El invierno no solo se deja notar en las carreteras o en el consumo del vehículo. Las bajas temperaturas también pueden tener un impacto directo en la chapa y la pintura del coche, un aspecto que a menudo pasa desapercibido para muchos conductores. Sobre este asunto hemos hablado en Onda Cero Madrid Norte (100.1fm) con Fedla Rey, responsable de Talleres Veloz Servicar, en Colmenar Viejo, quien advierte de los efectos del frío extremo sobre la carrocería y ofrece claves para prevenir daños a largo plazo.
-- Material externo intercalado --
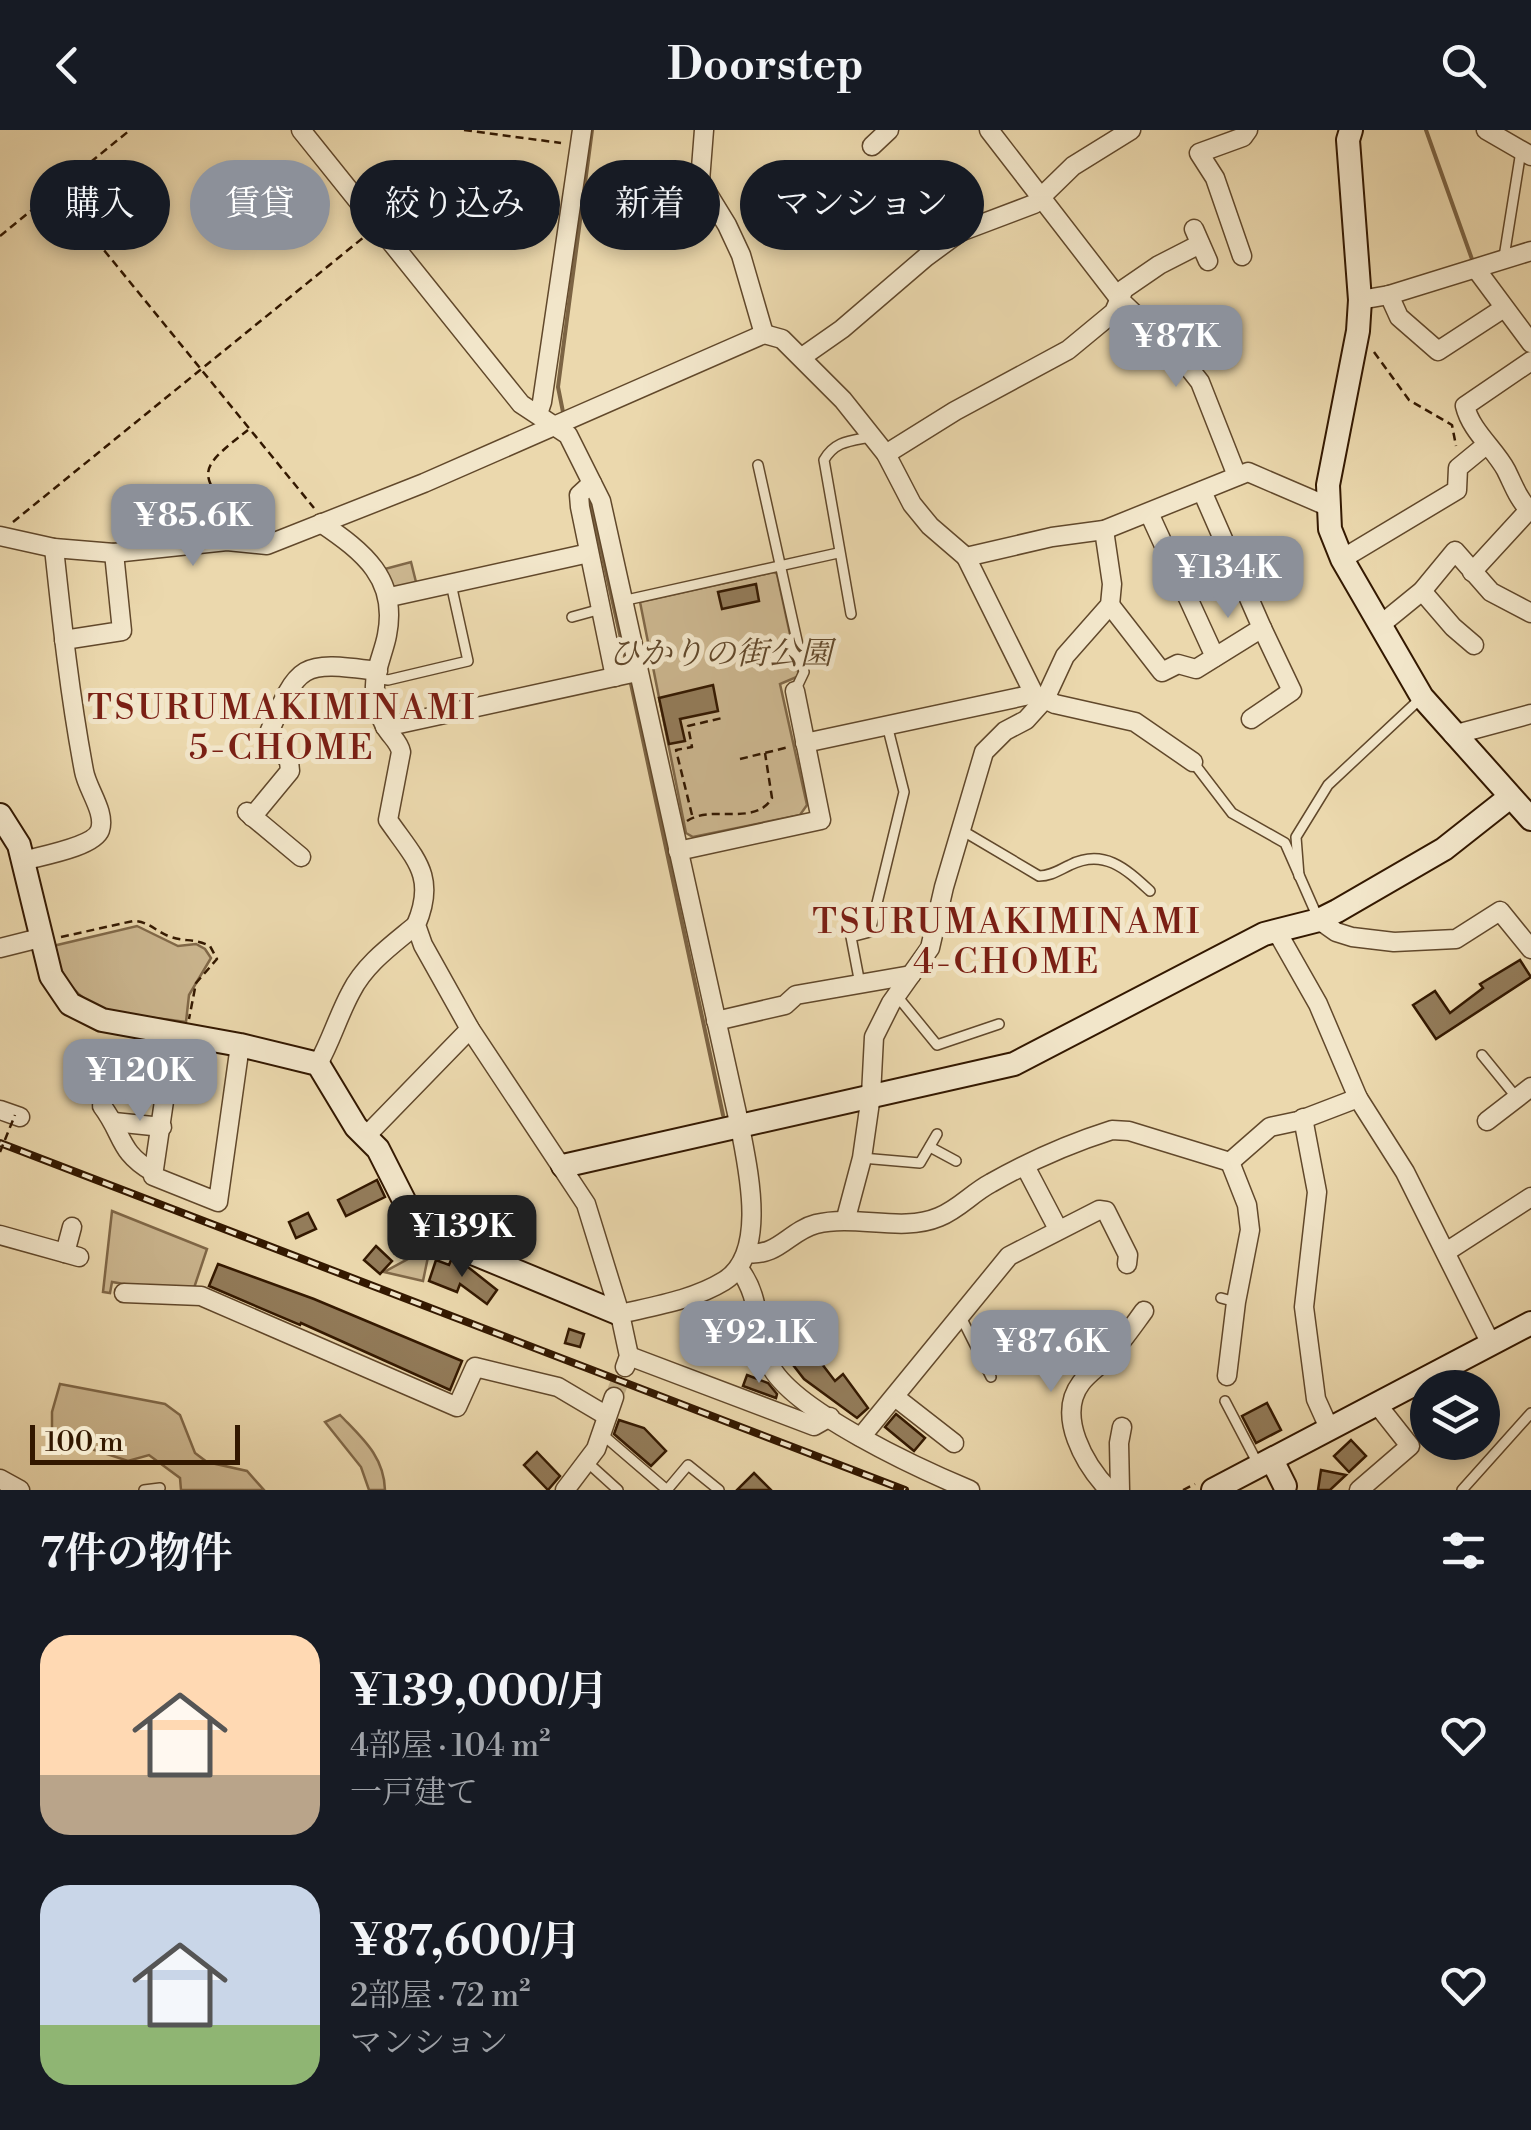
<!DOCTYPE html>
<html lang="ja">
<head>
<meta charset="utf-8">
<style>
	:root { --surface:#171b24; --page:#242831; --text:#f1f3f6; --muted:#9ea1a6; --accent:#8c9099 }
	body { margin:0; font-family:"Libre Bodoni","Noto Serif JP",serif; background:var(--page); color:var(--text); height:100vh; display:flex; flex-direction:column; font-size:38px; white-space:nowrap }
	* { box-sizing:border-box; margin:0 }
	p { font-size:32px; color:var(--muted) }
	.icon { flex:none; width:55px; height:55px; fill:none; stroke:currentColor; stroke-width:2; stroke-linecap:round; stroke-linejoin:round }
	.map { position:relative; height:1360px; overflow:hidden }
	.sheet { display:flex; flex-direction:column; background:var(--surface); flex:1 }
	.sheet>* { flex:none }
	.guide { position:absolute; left:30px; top:30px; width:1000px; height:90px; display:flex; gap:20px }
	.buttons { position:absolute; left:1410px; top:1240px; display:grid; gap:20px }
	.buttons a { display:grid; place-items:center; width:90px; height:90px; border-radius:50%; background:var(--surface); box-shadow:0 5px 15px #0003; font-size:50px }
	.scale { position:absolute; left:30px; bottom:25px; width:210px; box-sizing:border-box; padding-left:10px; border:5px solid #331800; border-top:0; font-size:28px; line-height:35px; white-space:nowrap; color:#331800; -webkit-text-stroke:8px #f2e6ca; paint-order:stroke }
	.price { position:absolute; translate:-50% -85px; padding:0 22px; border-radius:20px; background:var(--accent); color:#fff; font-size:32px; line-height:65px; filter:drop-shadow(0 2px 5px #0008) }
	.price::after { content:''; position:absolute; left:50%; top:60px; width:30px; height:22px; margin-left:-15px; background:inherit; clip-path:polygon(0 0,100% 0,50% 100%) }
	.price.active { background:#222; color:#fff }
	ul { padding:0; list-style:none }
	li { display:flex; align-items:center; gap:30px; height:250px; padding:0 40px }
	li span { display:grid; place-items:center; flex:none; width:280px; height:200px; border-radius:30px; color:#555 }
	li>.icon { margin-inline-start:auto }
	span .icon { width:120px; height:120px; fill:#fffc; stroke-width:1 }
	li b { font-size:42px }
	h2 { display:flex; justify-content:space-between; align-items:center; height:120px; padding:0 40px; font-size:42px }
	.tag { padding:0 35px; border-radius:45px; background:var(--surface); box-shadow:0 5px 15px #0003; font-size:35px; line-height:90px }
	.tag.active { background:var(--accent); color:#fff }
	header { display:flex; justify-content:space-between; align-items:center; height:130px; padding:0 40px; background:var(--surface); font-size:45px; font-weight:600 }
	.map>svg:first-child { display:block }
</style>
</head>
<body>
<header><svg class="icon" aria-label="back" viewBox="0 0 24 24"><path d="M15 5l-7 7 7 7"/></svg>Doorstep<svg class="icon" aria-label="search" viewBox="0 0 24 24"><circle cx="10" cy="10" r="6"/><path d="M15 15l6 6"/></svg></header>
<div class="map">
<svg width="1531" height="1360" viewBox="0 0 1531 1360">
	<rect width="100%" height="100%" fill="#ebd8ad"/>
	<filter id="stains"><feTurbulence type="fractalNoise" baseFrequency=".002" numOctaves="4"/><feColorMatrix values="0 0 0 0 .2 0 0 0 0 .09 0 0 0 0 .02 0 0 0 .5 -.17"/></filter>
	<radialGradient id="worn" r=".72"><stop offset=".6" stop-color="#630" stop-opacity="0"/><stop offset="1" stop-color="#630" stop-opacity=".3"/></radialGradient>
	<g fill="#ccb790" stroke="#806848" stroke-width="2.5">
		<polygon points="411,432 417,456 395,461 381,440"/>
		<polygon points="774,442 777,444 799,546 780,554 807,675 800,685 693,707 686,703 640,472"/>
		<path d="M137 796 178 816 196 814 205 819 211 828 189 865 186 892C122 882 71 890 53 816Z"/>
		<polygon points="112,1081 207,1119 194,1158 142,1157 112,1152 110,1163 103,1162"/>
		<polygon points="421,1122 428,1127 423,1151 384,1142"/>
		<polygon points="60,1254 165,1274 180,1285 195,1323 207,1332 247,1341 264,1360 181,1360 180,1348 149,1325 128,1331 52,1306 52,1282"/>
		<path d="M340 1285C362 1308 384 1326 385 1360H369L361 1337 325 1292Z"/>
	</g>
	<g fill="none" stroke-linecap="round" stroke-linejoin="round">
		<g stroke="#7c6444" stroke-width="4">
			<polyline points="1426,0 1473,132"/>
			<polyline points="563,282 558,257 592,0"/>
			<polyline points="591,374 628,540"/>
			<polyline points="630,549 723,985"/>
		</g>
	</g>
	<g fill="#937c5a" stroke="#331800" stroke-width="2.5">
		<polygon points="756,454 759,471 722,479 718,462"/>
		<polygon points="713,555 718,581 680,589 685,611 669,614 659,568"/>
		<polygon points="1520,830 1531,847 1436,909 1413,875 1435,861 1450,883 1483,858 1480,854"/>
		<polygon points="377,1050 385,1067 346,1086 338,1070"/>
		<polygon points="440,1068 449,1081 434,1091 425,1078"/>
		<polygon points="308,1083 316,1099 296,1108 289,1092"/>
		<polygon points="376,1116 392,1131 380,1144 364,1130"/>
		<polygon points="436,1130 449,1135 451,1130 468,1137 497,1160 487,1174 460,1154 457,1162 429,1151"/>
		<polygon points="218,1134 314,1169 462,1231 450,1260 301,1193 300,1195 209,1156"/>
		<polygon points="569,1199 584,1204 580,1217 565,1213"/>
		<polygon points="802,1208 835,1251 843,1244 868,1278 857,1288 804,1249 783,1222"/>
		<polygon points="747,1245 768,1253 777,1264 776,1268 743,1256"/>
		<polygon points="1267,1273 1281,1300 1256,1313 1242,1286"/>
		<polygon points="896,1284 925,1308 914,1321 885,1297"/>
		<polygon points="619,1290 644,1298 666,1321 651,1336 614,1304"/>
		<polygon points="1351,1310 1366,1326 1349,1342 1334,1326"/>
		<polygon points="537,1322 560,1346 548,1360 524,1335"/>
		<polygon points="1321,1340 1346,1345 1330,1360 1318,1360"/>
		<polygon points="754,1343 771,1360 737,1360"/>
	</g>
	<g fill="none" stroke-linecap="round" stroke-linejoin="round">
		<polyline stroke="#c6b28a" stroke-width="18" stroke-dasharray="18 9" stroke-linecap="butt" points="614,1267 625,1237"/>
		<g stroke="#61482b" stroke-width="12">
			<g id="lane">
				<polyline points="1504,127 1521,21"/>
				<polyline points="758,335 804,542 795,561"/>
				<polyline points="622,471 838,423"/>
				<path d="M851 484 824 330C835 311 850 311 870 307"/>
				<polyline points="572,487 601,479"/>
				<polyline points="376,548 388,550 468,531 451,454"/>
				<polyline points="1193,632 1232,683 1285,713 1318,788"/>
				<path d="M963 701 1039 746C1051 746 1059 740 1070 735 1104 718 1126 739 1150 761"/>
				<polyline points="1299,746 1296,707 1328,655 1420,569"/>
				<polyline points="860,854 851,807 870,802 904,662 887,595"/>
				<polyline points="897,866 937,915 999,894"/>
				<polyline points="1482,925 1517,968"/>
				<polyline points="930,1017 956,1031"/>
				<polyline points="862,1028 920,1033 937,1004"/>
				<polyline points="1221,1168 1236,1172"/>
				<polyline points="961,1187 991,1247"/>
				<polyline points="1225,1271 1258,1334"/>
				<polyline points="603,1305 667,1360"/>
				<polyline points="587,1332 618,1360"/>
				<polyline points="144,1360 160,1358"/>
				<polyline points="667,1360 688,1335 719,1360"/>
				<polyline points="1462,1360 1531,1283"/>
			</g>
		</g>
		<g stroke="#61482b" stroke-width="21">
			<g id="street">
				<path d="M301 0 521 274 568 305 601 371 740 997C748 1039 768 1124 724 1151 693 1170 654 1176 620 1184"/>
				<polyline points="704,0 700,51 727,95 741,125 764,204"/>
				<polyline points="989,0 1121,171 1182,229 1200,252 1237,346"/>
				<polyline points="1486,0 1531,26"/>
				<polyline points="872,16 889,0"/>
				<polyline points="1194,99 1208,131"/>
				<polyline points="1242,126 1215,48 1199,23 1243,7 1248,0"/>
				<polyline points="1476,139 1531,213"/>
				<polyline points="1389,165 1399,187 1438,221 1504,178"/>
				<polyline points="1360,170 1389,165 1531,121"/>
				<polyline points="802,227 842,199 926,127 960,102 1034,74 1073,36 1131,0"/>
				<path d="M1531 231 1465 276C1471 301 1494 318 1506 340 1514 356 1518 369 1531 382"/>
				<polyline points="538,284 542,272 582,0"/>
				<polyline points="886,324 955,281 1068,220 1114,182 1124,159 1159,135 1200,114"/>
				<polyline points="592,353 579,365 580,377 615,547"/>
				<polyline points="1149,383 1215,527"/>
				<path d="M321 393C364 422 398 449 387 505 384 522 374 541 375 559 376 570 379 586 385 596 390 606 399 611 401 622L388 690C415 729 437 746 416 795L423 815 470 899 586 1074 620 1184 629 1226 625 1237"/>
				<polyline points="0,406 54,418 114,423 227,411 267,415 424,353 764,204 782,209 843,270 886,324 912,374 930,396 966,427 1052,407 1104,400 1248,342 1327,376"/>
				<polyline points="966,427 1034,564 1055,574 1135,592 1193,632"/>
				<polyline points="1342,429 1457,360 1458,338 1486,315"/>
				<polyline points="1472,442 1529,380"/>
				<polyline points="1422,461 1453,497 1474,515"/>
				<polyline points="390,467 589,423"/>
				<polyline points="1110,475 1162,542 1178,534 1196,539 1262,498 1202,361"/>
				<polyline points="1379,496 1422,461 1455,421 1491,462 1531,483"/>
				<polyline points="64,510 122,501 114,423"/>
				<polyline points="1251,589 1292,561 1262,498"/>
				<polyline points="385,597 637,542"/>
				<polyline points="1453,605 1531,584"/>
				<polyline points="805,613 1034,564"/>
				<polyline points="247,682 301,727"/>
				<path d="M252 687 290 641 289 631 268 605C299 532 300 531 378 541"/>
				<polyline points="678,721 821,690 795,561"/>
				<path d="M23 731C40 726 94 717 100 700 106 682 87 659 84 641 70 567 62 493 54 418"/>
				<polyline points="1319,790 1336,802 1352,807 1394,812 1456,809 1500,781 1531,819"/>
				<polyline points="1276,800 1318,874 1358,968 1405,1042 1491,1214"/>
				<polyline points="0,818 40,808"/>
				<polyline points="716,891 785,875 796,865 911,845"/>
				<polyline points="174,903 153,1046 218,1072 240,915"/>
				<path d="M318 934C331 911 338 886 351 862 365 834 392 815 416 795"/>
				<path d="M102 976C124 1005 118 1022 153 1042"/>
				<polyline points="0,980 20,987"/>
				<polyline points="1303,988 1317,1062 1304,1177 1316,1269 1329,1298"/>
				<polyline points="1487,991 1531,957"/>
				<polyline points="114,992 162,997"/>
				<polyline points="365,1007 470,899"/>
				<polyline points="1230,1032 1270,997 1298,991 1358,968"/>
				<polyline points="1025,1036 1058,1099"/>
				<polyline points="846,1088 862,1028 871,965 874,907 891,873 930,818 944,757 984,622 1005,601 1026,590 1045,569 1065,526 1110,475 1112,454 1104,400"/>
				<polyline points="0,1105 79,1127"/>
				<polyline points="1446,1122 1531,1067"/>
				<polyline points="65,1123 72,1097"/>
				<path d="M747 1123C778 1127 789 1101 816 1094 856 1084 901 1103 939 1087 959 1079 972 1063 991 1053 1028 1032 1071 1013 1112 1000L1129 1001 1230 1032"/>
				<path d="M739 1139C761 1166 756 1202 769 1233 790 1280 922 1340 970 1360"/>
				<polyline points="124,1163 201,1166 457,1277 475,1237 558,1257 607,1286"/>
				<polyline points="629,1226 814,1296 830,1287"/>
				<polyline points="1227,1246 1236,1172 1250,1100 1247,1075 1230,1032"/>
				<polyline points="895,1267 954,1313"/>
				<polyline points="861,1307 1009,1126 1099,1080 1106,1081 1128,1125 1127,1134"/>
				<polyline points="0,1349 20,1360"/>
				<polyline points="565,1360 596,1319 614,1267"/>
				<path d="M1109 1360C1085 1335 1056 1286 1081 1253 1089 1242 1102 1235 1110 1225 1122 1212 1133 1196 1144 1181"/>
				<polyline points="1120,1360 1119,1313 1122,1297"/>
				<polyline points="1359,1360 1410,1316 1376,1273"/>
			</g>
		</g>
		<g stroke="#331800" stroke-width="26">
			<g id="secondary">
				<polyline points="1351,0 1348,10 1360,170 1358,201 1328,355 1330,399 1342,429 1422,567 1531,689"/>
				<polyline points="0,685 19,715 51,846 70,874 102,890 240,915 318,934 356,997 378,1019 417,1096 424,1103 620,1184"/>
				<polyline points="563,1036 1014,934 1264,804 1319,790 1337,781 1444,719 1510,667"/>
				<polyline points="1272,1330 1285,1356"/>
				<polyline points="1213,1360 1531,1193"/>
			</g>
		</g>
		<g stroke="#331800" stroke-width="2.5" stroke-dasharray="8 5" stroke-linecap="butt">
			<polyline points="464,0 561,13"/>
			<polyline points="55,60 314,378"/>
			<polyline points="0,106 130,0"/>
			<polyline points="1374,222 1409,270 1452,295 1456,316"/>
			<polyline points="13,392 364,107"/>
			<path d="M241 397C200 343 192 343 248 300"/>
			<polyline points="740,629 789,617"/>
			<polyline points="692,685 676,620 692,617 688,596 722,588"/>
			<path d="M687 691C712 674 755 697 772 668L765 623"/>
			<path d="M61 807 133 791C149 791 156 802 171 807 185 812 194 808 210 816L217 829 196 853 189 889"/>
			<polyline points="1183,1360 1195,1354"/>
		</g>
		<use href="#lane" stroke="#f2e6ca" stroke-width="9"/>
		<use href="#street" stroke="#f2e6ca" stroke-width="18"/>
		<use href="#secondary" stroke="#f2e6ca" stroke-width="22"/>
		<g stroke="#331800" stroke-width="8">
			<polyline id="rail" points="0,1013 905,1360"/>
		</g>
		<use href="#rail" stroke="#f2e6ca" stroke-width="4" stroke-dasharray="11" stroke-linecap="butt"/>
		<polyline stroke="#331800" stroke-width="2.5" stroke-dasharray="8 5" stroke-linecap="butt" points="0,1022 15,985"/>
	</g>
	<g text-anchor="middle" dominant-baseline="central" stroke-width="10" stroke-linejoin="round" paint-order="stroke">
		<g font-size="32" font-style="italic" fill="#61482b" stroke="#f2e6ca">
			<text x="720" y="524">ひかりの街公園</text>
		</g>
		<g font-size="35" letter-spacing="2.5" fill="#7a1f14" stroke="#f2e6ca">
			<text x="282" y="578">TSURUMAKIMINAMI<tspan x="282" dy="40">5-CHOME</tspan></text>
			<text x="1007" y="792">TSURUMAKIMINAMI<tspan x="1007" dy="40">4-CHOME</tspan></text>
		</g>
	</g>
	<rect width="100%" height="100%" filter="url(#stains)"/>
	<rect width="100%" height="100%" fill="url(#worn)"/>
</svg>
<div class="buttons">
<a><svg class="icon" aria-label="layers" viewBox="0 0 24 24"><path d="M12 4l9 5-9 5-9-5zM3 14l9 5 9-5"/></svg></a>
</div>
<div class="scale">100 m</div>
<b class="price" style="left:1176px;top:260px">¥87K</b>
<b class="price" style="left:193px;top:439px">¥85.6K</b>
<b class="price" style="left:1228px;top:491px">¥134K</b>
<b class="price" style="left:140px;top:994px">¥120K</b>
<b class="price active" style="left:462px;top:1150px">¥139K</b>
<b class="price" style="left:759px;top:1256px">¥92.1K</b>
<b class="price" style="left:1051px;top:1265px">¥87.6K</b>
<div class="guide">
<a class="tag">購入</a>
<a class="tag active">賃貸</a>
<a class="tag">絞り込み</a>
<a class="tag">新着</a>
<a class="tag">マンション</a>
</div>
</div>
<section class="sheet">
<h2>7件の物件<svg class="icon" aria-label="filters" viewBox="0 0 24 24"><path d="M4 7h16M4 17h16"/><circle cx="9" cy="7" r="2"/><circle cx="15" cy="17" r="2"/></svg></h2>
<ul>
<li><span style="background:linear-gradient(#ffd9b3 70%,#b9a48a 0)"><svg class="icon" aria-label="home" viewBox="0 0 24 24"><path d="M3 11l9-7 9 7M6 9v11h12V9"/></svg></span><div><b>¥139,000/月</b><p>4部屋 · 104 m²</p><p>一戸建て</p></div><svg class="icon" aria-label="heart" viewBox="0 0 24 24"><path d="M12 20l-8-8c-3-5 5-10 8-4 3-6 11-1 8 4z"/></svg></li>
<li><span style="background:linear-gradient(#c9d6e8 70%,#8fb573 0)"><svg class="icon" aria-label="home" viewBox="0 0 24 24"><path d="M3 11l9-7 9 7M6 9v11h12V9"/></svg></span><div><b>¥87,600/月</b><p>2部屋 · 72 m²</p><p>マンション</p></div><svg class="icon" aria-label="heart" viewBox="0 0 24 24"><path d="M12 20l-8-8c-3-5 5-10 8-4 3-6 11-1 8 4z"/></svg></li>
</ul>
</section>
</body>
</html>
El frío y sus efectos sobre la pintura del coche

Según explica Fedla Rey, el frío intenso provoca que la pintura del vehículo pierda elasticidad, pasando a comportarse de forma más rígida y quebradiza. “La carrocería se contrae con las bajas temperaturas y, al encender la calefacción del coche, se produce una dilatación rápida. Ese cambio brusco puede generar microfisuras y pequeñas grietas en la pintura que, con el tiempo, acaban dañando la superficie del vehículo”, señala la responsable del taller.

Logo Madrid Norte 24 Horas

Fedla Rey, talleres Veloz Servicar

Estas microfisuras no siempre son visibles a simple vista, pero suponen una puerta de entrada para la humedad, la suciedad o la sal de las carreteras, acelerando la corrosión y el deterioro de la chapa.

Los cambios bruscos de temperatura, un enemigo silencioso

El problema no es solo el frío en sí, sino los cambios térmicos continuos. Pasar de temperaturas bajo cero en el exterior a un interior climatizado en pocos minutos somete a la carrocería a tensiones constantes. A largo plazo, este estrés térmico puede afectar tanto al acabado estético como a la protección del vehículo frente a agentes externos.

Desde Talleres Veloz Servicar recuerdan que este tipo de daños suele detectarse más adelante, cuando la pintura comienza a perder brillo o aparecen desconchones aparentemente “sin causa”.

Cómo proteger la chapa y la pintura durante el invierno

Para minimizar los efectos del frío, los expertos recomiendan adoptar una serie de hábitos preventivos durante los meses de invierno:

  • Lavar el coche con frecuencia, incluso aunque no esté visiblemente sucio. La eliminación de sal, barro y residuos evita que estos agentes se adhieran a posibles microgrietas.

  • Guardar el vehículo en garaje siempre que sea posible, reduciendo la exposición prolongada a heladas y cambios bruscos de temperatura.

  • Evitar, en la medida de lo posible, someter el coche a contrastes térmicos extremos de forma continuada.

Tratamientos protectores: una inversión a largo plazo

Fedla Rey destaca también la utilidad de los tratamientos con cera y selladores cerámicos, cada vez más demandados. “Estos productos crean una capa protectora que ayuda a alargar la vida útil de la pintura, actúan como barrera frente a la humedad y también ofrecen protección frente a pequeños impactos de gravilla”, explica.

Este tipo de tratamientos no solo mejoran el aspecto del vehículo, sino que suponen una inversión en mantenimiento, especialmente recomendable en zonas donde el invierno es más duro o se circula con frecuencia por carreteras tratadas con sal.

Revisar hoy para evitar reparaciones mañana

Desde Talleres Veloz Servicar insisten en que una revisión a tiempo puede evitar reparaciones más costosas en el futuro. Detectar pequeñas grietas o pérdidas de protección en la pintura permite actuar antes de que el daño alcance la chapa.

El frío forma parte del invierno, pero sus efectos sobre el coche pueden reducirse con cuidados básicos y el asesoramiento adecuado. Proteger la pintura hoy es conservar el vehículo en mejores condiciones mañana.